Nowadays, Internet and social media are flooded daily with disinformation, misinformation and fake news. Any user of a social network suffers from overstimulation, which is promoted by the excess of information and exploited to spread a false idea or fake news. This results in the creation of new truths and manipulation of populations around the world. In the end, disinformation and fake news are a form of propaganda that polarizes public opinion, promotes extremism and hate speech, and ultimately manipulates democracies. There are multiple examples in different fields where these techniques are applied, for example in politics with the Facebook-Cambridge Analytica data scandal or in the Brazilian and Brexit elections, in public health with the fake news related to COVID-19 or in the financial sector with cryptocurrencies and NFTs.
For these reasons, in the LieSense project we have designed a platform to capture, contrast and visualize the online dissemination of fake news and disinformation among different communities. All this is achieved through the use of tracking tools, NLP and SNA analysis, visualization and the user interface will be through a chatbot. These tools will integrate data from different media and social media sources, as well as objective information on fact-checking efforts. In the next section, the initial architecture designed for LieSense will be explained.
Microservice architectures are very versatile, and allow for very loose coupling of functionality between elements in the platform. Likewise, each microservice in LieSense will be grouped into a specific set of services, based on their purpose: Data Collection, Natural Language Processing, Social Network Analysis, Storage, Data Visualization and Virtual Assistant (chatbot).
Moreover, in order to provide some common features, tie all the other services together and to provide data processing logic, an additional component labeled LieSense Middleware will be introduced. LieSense Middleware is a software layer that connects different components. It serves two main purposes. On the one hand, it provides interoperability with other services, like the distribution of functionality, scalability, load balancing and fault tolerance. The functionalities fall within several categories which are application-specific routing, information-exchange, management and support. The application-specific features deliver services for different parts of the applications, while the information-exchange features deal mainly with information management. On the other hand, this middleware also enables the orchestration of several operations within the platform via orchestrated tasks (i.e., pipelines).
First of all, the data collection microservice use scraping techniques and APIs to obtain data from structured and non-structured data sources and convert these data into linked data formats. The use of linked data enables both the reuse of ingestion modules and interoperability and models the data in a uniform schema for processing data.
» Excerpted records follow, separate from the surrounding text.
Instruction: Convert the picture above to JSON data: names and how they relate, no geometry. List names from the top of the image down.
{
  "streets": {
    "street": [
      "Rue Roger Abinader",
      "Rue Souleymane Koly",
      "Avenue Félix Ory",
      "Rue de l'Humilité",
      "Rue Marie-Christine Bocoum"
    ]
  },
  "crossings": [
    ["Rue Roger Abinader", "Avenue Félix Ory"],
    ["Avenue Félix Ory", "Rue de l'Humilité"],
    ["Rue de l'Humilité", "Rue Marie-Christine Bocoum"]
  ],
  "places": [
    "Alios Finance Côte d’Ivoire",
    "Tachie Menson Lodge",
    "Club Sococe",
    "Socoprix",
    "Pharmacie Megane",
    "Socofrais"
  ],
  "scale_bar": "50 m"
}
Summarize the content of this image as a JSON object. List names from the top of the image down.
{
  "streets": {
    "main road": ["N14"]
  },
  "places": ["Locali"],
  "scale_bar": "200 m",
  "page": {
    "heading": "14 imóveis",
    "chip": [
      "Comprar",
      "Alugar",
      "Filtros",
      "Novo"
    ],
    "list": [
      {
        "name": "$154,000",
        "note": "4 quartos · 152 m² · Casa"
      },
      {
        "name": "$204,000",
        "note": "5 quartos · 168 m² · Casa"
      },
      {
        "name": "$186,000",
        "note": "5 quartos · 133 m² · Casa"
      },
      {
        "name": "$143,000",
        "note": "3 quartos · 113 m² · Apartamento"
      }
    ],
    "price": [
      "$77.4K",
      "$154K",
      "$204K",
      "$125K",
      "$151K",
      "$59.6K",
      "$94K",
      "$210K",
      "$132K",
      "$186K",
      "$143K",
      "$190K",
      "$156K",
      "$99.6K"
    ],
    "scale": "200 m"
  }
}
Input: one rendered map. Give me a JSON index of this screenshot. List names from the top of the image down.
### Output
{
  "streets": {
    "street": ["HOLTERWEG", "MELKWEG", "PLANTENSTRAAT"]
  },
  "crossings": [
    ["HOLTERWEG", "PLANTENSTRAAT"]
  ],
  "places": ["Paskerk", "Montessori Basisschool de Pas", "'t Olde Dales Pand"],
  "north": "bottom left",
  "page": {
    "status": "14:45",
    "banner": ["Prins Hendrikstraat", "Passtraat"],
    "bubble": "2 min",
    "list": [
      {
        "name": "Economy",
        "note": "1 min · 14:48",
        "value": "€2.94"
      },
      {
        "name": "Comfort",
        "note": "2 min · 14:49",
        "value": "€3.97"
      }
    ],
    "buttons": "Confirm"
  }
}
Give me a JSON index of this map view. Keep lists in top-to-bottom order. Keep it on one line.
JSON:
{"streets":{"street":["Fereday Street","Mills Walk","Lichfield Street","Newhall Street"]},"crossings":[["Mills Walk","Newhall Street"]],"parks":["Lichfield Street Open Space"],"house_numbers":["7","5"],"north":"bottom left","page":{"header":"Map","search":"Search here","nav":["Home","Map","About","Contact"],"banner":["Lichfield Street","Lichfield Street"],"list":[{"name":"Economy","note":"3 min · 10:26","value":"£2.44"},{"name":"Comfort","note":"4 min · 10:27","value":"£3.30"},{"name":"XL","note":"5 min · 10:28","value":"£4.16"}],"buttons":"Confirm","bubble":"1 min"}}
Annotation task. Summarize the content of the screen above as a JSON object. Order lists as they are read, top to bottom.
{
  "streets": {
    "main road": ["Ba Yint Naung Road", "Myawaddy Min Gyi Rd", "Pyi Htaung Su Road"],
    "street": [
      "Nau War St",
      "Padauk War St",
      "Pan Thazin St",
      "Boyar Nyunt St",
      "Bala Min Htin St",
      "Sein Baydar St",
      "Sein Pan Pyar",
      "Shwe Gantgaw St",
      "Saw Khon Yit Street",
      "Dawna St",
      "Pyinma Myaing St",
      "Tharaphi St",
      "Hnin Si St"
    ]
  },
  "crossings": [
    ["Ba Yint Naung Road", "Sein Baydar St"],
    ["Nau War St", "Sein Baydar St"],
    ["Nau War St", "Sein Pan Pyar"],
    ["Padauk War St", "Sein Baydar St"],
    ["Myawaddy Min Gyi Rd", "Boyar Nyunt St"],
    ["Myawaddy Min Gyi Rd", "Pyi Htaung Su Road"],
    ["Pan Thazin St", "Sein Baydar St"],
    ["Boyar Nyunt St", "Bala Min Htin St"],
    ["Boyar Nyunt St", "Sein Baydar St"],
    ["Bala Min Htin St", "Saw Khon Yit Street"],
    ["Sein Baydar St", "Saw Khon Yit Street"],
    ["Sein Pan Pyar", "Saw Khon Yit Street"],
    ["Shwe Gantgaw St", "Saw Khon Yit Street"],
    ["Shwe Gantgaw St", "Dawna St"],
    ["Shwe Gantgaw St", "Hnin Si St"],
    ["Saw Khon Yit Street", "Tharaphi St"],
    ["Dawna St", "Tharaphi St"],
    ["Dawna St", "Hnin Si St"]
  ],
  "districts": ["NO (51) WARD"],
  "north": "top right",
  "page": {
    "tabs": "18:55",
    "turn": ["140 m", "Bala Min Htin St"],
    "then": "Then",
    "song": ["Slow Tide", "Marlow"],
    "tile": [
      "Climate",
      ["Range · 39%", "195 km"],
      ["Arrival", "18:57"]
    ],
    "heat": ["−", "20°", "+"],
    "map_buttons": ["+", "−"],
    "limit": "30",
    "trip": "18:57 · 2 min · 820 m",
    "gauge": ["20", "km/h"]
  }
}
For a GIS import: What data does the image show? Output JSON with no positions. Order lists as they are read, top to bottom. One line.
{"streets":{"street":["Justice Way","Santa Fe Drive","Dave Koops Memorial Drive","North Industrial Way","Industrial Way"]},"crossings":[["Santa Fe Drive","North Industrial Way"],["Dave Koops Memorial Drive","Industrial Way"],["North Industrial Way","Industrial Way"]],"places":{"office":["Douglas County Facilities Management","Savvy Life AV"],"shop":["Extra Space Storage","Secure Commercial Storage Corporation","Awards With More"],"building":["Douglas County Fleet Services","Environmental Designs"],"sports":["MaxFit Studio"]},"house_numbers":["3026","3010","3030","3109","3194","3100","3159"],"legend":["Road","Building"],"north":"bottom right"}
Secondly, NLP microservices gather various analysis tasks that enrich the input data with sentiment and psychological analysis or moral value estimation.. Furthermore, in order to assist in the fact-checking process it performs entity recognition, stylometry and automatic summarization.
Furthermore, the network analysis microservices covers the fields of Social Network Analysis (SNA) and Agent-Based Social Simulation. It is responsible for the analysis, modeling and simulation of the dissemination of disinformation campaigns in Social Media.
The data analysis microservices enable building aggregated and presented through easy-to-use visualization dashboards for users and fact-checking professionals. In addition, the storage microservices are used to save the data in NoSQL and RDF databases.
Finally, virtual assistant microservice involves interacting with the chatbot through the messaging channel to obtain more information about dubious information, report a case of disinformation, and provide feedback to the system.